▶ _PROMPT_
A single number is expected: the count of lines below where the word "yChannelSelector" occurs.

☆ ☆ ☆ ☆ ☆ ☆ ☆

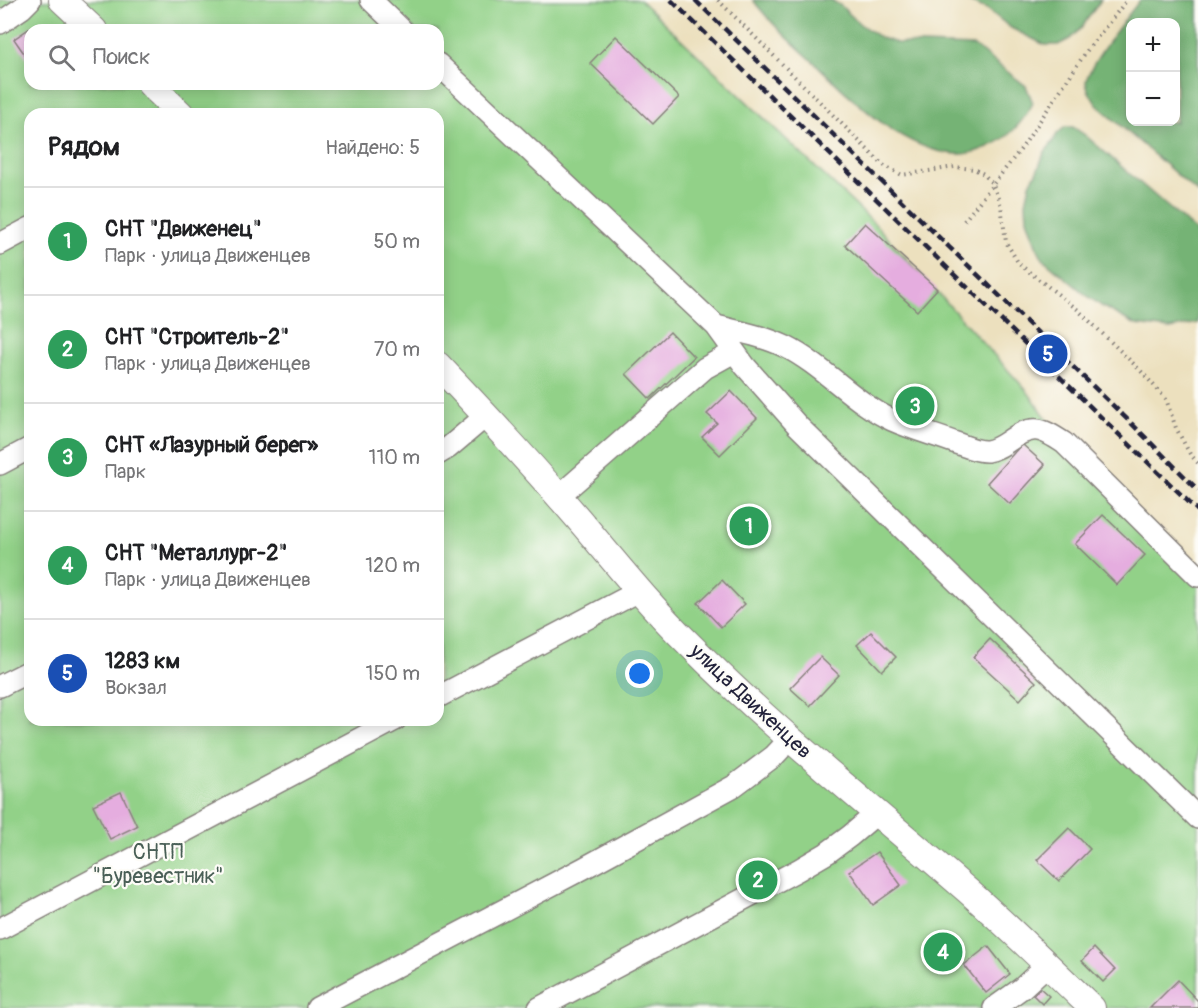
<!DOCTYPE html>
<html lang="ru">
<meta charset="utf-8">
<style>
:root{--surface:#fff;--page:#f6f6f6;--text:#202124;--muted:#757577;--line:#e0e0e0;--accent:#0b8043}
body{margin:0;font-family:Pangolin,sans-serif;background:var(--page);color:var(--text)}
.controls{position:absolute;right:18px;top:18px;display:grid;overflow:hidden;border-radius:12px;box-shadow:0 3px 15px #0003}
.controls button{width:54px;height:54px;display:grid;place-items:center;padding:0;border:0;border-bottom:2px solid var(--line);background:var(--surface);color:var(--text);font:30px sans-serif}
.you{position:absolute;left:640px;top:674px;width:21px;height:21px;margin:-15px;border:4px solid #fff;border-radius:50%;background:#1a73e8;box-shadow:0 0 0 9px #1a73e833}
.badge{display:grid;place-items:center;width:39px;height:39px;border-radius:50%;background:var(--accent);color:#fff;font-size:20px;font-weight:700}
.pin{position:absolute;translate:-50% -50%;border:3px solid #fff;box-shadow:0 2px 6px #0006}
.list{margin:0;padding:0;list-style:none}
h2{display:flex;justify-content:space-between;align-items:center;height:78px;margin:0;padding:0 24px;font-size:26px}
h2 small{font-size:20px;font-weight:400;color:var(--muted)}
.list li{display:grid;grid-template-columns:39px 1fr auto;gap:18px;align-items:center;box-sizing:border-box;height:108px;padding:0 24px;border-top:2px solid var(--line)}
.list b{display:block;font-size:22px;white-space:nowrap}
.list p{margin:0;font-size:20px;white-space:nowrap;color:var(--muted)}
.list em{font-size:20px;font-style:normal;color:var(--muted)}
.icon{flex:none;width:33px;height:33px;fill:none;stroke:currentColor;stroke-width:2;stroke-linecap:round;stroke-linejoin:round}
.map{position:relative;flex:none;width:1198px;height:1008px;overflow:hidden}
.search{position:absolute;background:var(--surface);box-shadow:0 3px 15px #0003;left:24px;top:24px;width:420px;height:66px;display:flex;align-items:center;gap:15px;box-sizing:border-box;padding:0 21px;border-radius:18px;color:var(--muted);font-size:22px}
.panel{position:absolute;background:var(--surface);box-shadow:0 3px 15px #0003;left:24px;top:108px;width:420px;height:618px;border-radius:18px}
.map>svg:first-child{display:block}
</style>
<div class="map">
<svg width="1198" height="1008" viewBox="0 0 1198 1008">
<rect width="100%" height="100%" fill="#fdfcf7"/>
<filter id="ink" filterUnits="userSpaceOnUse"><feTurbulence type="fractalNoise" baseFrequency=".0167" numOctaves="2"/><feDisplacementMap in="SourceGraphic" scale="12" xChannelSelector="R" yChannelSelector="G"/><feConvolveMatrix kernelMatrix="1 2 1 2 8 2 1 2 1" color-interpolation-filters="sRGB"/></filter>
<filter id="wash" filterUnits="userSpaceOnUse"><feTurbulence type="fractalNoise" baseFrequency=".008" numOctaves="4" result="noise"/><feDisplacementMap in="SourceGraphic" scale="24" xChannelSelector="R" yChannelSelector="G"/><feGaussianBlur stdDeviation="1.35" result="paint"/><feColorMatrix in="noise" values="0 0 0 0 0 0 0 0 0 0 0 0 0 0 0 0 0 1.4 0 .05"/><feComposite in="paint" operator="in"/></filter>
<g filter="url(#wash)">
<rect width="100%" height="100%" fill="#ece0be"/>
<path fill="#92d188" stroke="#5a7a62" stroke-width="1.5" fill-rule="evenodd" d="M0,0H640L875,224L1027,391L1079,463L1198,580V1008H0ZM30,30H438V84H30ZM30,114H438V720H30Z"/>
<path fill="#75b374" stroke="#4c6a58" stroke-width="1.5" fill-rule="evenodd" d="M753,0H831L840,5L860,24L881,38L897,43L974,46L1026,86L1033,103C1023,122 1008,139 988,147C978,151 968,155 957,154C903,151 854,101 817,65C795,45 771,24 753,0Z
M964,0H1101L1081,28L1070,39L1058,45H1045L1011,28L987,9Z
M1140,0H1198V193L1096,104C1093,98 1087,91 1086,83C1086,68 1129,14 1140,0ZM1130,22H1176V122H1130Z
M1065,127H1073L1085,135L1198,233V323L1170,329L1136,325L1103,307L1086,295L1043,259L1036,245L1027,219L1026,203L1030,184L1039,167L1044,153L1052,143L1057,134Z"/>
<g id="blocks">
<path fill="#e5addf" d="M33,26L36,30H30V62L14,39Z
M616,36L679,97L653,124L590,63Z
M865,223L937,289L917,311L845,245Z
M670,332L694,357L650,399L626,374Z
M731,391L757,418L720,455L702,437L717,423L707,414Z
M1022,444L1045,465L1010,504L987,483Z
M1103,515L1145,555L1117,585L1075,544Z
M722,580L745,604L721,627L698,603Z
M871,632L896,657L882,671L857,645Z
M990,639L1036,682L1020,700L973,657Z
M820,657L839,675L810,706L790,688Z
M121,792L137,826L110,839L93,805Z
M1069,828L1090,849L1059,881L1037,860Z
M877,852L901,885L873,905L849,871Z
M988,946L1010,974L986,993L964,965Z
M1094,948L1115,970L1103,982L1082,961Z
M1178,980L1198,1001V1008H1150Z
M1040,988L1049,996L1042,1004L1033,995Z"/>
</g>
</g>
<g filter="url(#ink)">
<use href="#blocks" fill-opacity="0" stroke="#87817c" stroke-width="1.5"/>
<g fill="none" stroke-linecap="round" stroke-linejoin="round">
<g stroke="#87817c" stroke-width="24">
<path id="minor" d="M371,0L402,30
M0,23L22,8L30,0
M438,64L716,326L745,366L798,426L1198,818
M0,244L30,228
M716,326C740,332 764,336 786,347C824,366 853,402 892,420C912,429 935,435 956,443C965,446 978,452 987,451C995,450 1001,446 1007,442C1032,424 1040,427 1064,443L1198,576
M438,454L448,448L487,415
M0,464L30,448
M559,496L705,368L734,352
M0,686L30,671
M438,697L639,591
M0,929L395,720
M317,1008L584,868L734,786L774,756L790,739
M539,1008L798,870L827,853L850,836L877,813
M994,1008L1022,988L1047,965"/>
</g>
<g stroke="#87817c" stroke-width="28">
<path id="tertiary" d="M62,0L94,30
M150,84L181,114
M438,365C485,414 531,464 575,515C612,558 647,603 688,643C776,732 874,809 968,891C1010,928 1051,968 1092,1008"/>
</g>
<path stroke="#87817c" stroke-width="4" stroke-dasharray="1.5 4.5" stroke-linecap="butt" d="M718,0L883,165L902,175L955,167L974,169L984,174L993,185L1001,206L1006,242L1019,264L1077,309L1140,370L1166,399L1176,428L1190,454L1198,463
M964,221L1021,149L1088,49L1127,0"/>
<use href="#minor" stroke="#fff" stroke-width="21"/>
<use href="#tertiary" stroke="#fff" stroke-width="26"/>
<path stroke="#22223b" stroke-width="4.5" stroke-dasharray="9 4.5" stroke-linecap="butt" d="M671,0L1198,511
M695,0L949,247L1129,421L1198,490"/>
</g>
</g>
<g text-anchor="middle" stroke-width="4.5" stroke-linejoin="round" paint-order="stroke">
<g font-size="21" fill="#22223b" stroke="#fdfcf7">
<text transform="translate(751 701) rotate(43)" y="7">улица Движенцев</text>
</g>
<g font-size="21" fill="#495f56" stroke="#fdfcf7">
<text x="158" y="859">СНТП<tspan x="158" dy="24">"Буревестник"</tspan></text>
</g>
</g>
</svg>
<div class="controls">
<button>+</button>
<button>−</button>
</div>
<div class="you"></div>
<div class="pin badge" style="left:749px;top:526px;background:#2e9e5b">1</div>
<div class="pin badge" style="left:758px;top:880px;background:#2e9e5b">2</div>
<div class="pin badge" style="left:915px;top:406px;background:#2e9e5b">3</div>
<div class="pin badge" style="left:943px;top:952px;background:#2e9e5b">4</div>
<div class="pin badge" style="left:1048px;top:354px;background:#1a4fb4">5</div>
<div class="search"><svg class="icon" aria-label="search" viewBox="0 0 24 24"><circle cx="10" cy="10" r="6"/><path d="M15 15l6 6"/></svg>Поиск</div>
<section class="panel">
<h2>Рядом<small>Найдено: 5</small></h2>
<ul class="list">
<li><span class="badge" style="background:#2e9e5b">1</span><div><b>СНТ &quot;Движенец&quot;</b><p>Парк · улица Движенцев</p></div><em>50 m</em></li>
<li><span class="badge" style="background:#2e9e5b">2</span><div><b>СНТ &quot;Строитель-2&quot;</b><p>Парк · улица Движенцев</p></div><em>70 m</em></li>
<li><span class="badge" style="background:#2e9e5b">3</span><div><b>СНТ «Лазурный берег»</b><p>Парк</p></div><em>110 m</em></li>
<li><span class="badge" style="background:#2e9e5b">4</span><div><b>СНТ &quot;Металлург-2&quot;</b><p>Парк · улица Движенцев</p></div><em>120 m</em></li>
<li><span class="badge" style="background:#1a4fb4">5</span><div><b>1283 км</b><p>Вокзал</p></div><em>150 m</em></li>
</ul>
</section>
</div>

☆ ☆ ☆ ☆ ☆ ☆ ☆

▶ _FINISHED EXERCISE_
2